Sure seems like a lot of money doesn't it. I've always struggled trying to figure out what the right about to tip should be. I finally figured out that if you break it down to what you'd be paying if you stayed in a resort it doesn't look so out of line.

Figure what you'd normally tip for meals for 10 days. Think about breakfast, lunch and dinner the tip you'd leave can easily come to $10 a day. Ten days gets you $100. Throw in a couple of drinks and it would be more. :B):

If you figure you'd slip the dive guide at the resort a ten for helping you get that great shot, you come up with 40 a day for 4 dives off the boat. Seven days of diving comes to about $280.

Would you tip the captain and crew of a boat that took you out for a day on the water? Thinking $200 a day even at just 10% you'd get $200 for ten days.

If you add that up you would have spent somewhere around $580 in tips for my scenario at a resort. You're $420 number doesn't look so out of line.
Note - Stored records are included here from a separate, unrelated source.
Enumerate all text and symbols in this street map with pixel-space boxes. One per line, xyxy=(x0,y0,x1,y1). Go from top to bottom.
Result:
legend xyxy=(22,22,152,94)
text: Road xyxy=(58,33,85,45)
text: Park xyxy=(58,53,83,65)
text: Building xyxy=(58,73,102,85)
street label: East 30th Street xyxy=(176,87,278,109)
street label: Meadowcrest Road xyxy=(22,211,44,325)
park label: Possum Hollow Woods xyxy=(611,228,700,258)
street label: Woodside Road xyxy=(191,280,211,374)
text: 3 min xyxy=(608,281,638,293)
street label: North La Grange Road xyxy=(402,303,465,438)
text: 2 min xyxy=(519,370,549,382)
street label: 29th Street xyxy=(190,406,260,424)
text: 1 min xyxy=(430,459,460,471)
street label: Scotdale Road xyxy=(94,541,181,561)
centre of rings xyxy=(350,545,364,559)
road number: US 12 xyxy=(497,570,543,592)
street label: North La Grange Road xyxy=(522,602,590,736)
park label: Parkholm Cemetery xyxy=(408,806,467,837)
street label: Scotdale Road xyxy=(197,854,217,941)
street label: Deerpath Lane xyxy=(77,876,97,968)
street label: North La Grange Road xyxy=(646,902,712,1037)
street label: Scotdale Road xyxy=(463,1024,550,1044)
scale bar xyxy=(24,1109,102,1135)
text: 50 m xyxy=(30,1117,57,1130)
This doesn't even take into account if someone goes far beyond your expectations and you want to thank them with a little extra. I remember writing to Peter Hughes years ago and asking why he split the tips on his boats evenly. I thought the dive masters/guides should get more than the lady who cleans the rooms. He was adamant that everyone on board had an equally important role in making the quests happy. He knows what he's doing so I couldn't argue. My answer was to send my favorite guide a birthday card when I got home with a little present inside.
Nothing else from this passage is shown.